At the end of both days, I was just POOPED and so
overwhelmed with information. I don’t believe that these guys will do one big
blanket fix like I was able to see in Colorado, but I do have some very good
ideas on how I can move things forward in several small ways. I met some
amazing people as well, and I hope I get to talk to them more in the future.
There was tremendous value in being there and understanding how these guys
operate, and making them as a whole aware that this issue of turning around
test results is real, and lives are lost as a result. I was sitting there on
the second day reminiscing about the days when I was having my first baby, my
Noah, and could be blissfully ignorant to that innocent heel prick they did
that was his newborn screening test. Most people don’t even know it was run on
their babies. It is just such a simple little test. Who knew there was SO MUCH
that goes along with it and behind it? Huge debates. Long discussions. Ethical
battles. Consistency issues across all the states. Budget and time concerns. It
is a huge deal. Lives are saved and lost by that simple test. Lives like
Noah’s, and so many other precious babies that I have come to know over the
last three years. My head is full, as is my heart as I begin to plan out how to
do what I can to move this needle forward.
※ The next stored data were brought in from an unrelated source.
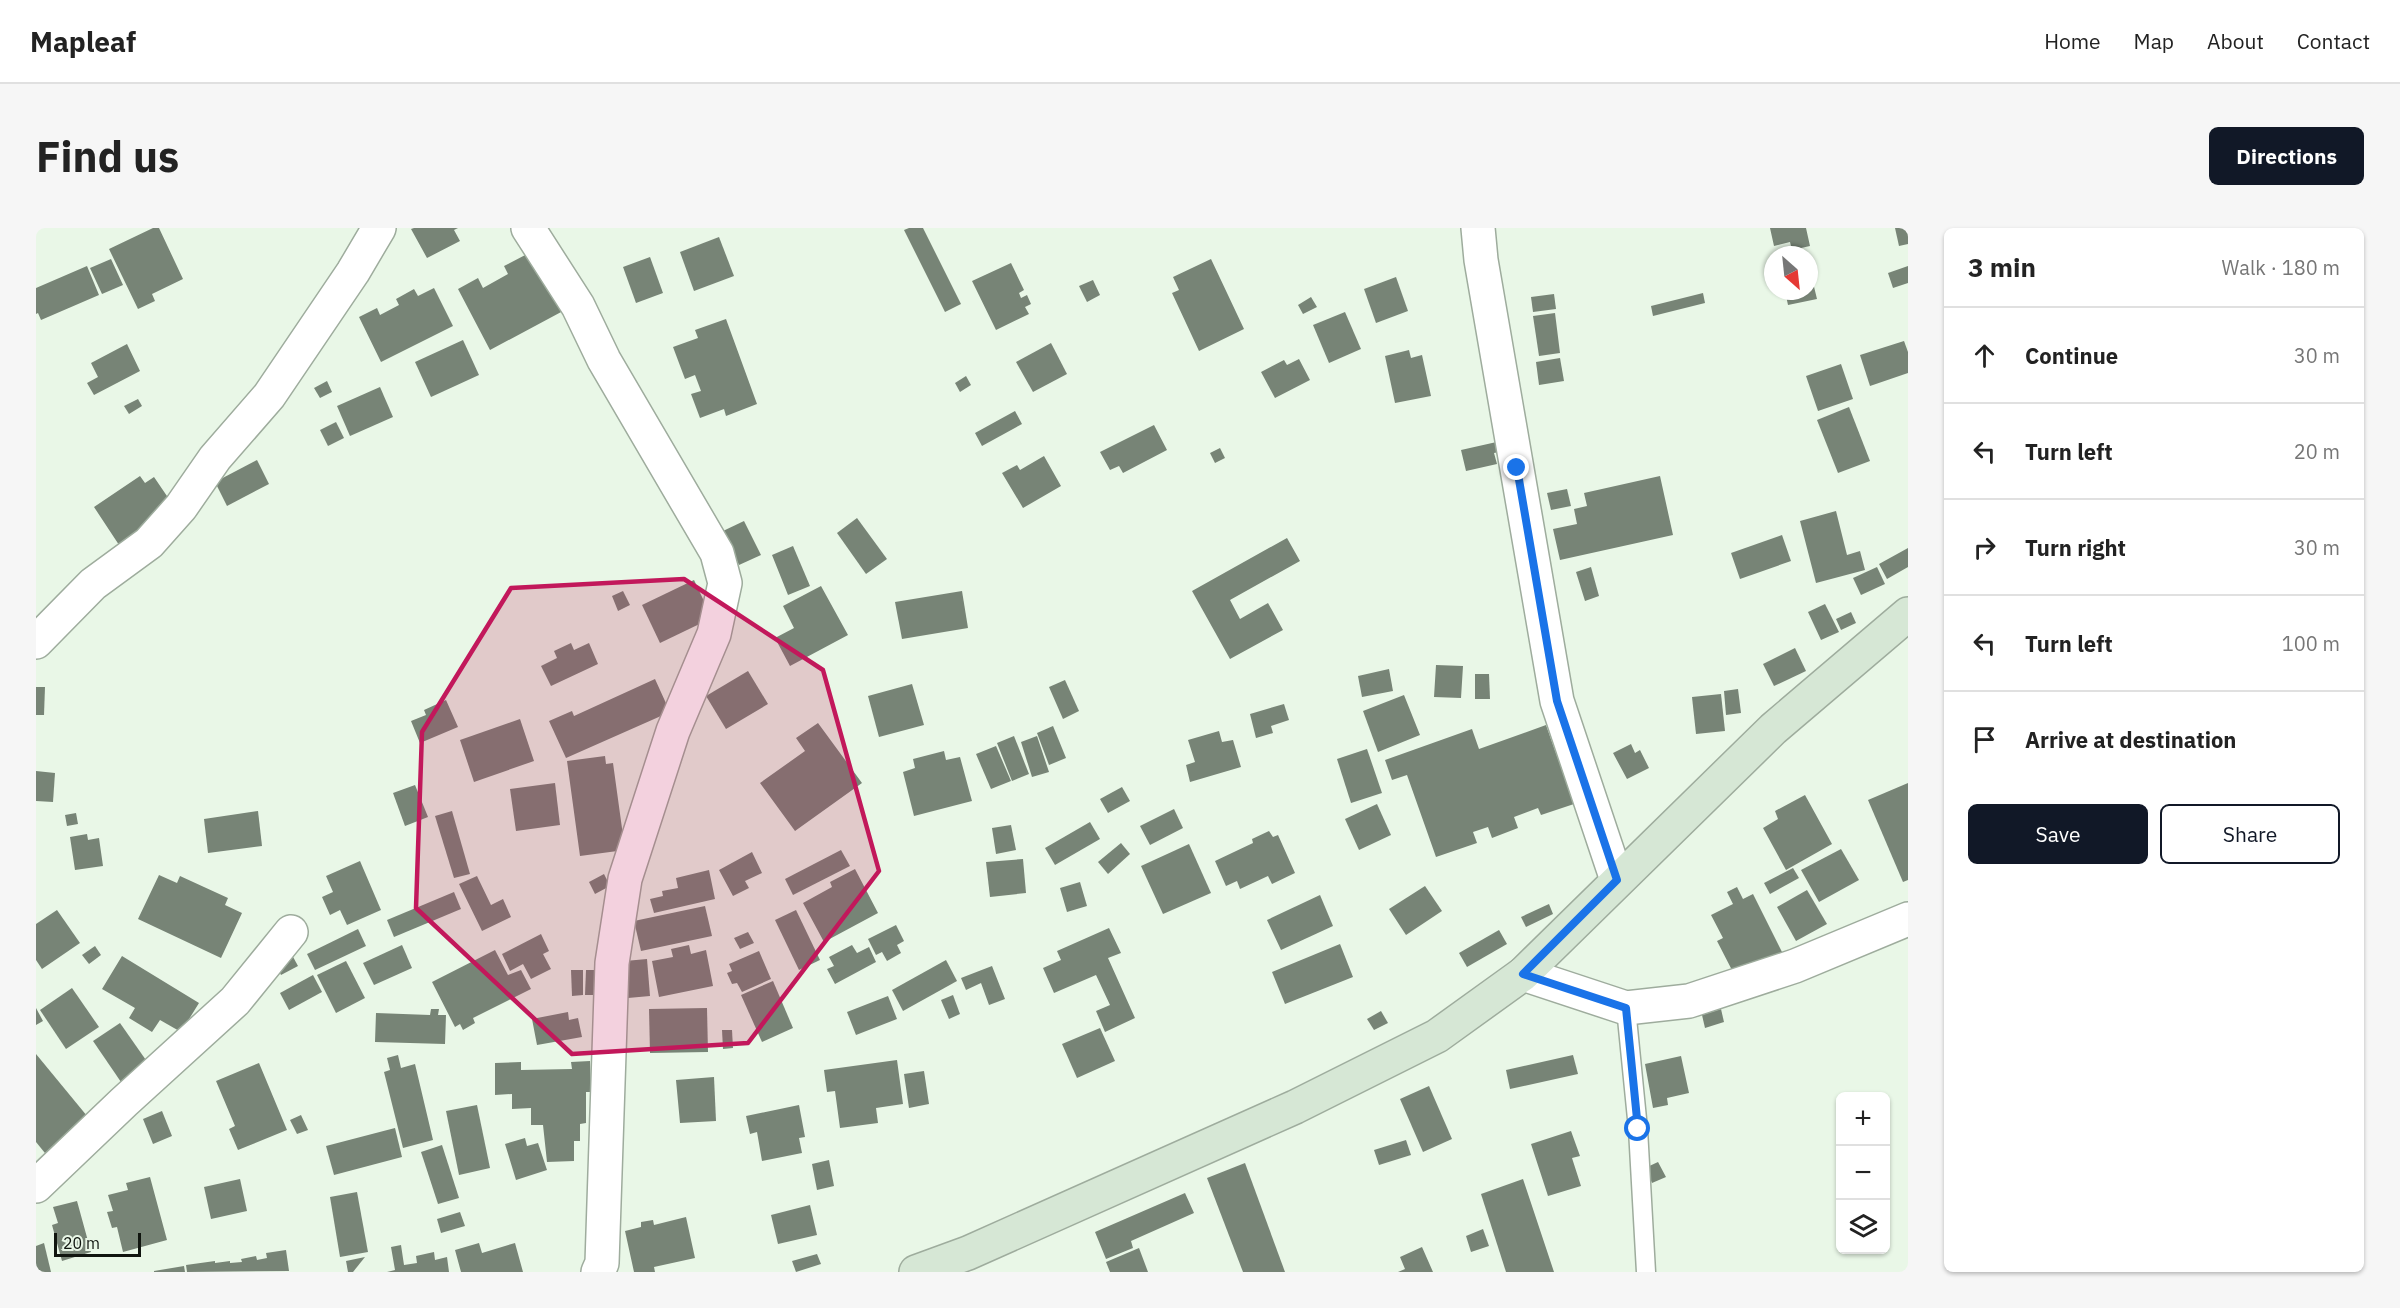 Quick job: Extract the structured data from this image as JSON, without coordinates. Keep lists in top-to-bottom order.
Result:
{
  "scale_bar": "20 m",
  "north": "bottom right",
  "page": {
    "header": "Mapleaf",
    "nav": [
      "Home",
      "Map",
      "About",
      "Contact"
    ],
    "buttons": [
      "Directions",
      ["Save", "Share"]
    ],
    "title": "Find us",
    "heading": ["3 min", "Walk · 180 m"],
    "list": [
      ["Continue", "30 m"],
      ["Turn left", "20 m"],
      ["Turn right", "30 m"],
      ["Turn left", "100 m"],
      "Arrive at destination"
    ],
    "map_buttons": ["+", "−"],
    "scale": "20 m"
  }
}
At the end of the meetings, I jumped in a cab and headed
straight to the Lincoln Memorial. Silly fact about me: I find Abraham Lincoln
to be a pretty fascinating guy. This is ever since I was a kid studying
American history in school, so going to this national landmark was a must do
even for the 20 minutes of free time I had while I was in DC. It was fun to see
it again, and to enjoy the view up the national mall. Wandering around in the
gallery there, I found myself reading the Gettysburg Address that is engraved
in there. President Lincoln was no stranger to loss. I think only one of his
children made it to adulthood, and his wife literally went crazy with the grief
of it. He also lost his parents at a young age (or was it just his mother?) In
the moment of that speech he was addressing the war-torn country that had
sustained terrible losses, and his words really moved me. He talked about how
those lives were lost so that others might live, and challenging those left to
keep fighting so that their lives would not have been lost in vain. At the end
of the exhausting past few days, I found myself crying in that gallery reading
that speech. It was the icing on the cake for this incredible trip to make
myself be heard. Put science aside, and think about what it is like to be the
parent of these sick children, and please, please, please give them the chance
they deserve. This is only the beginning. I will keep fighting.
2 Comments:
Wow, so impressed by you. So proud of you.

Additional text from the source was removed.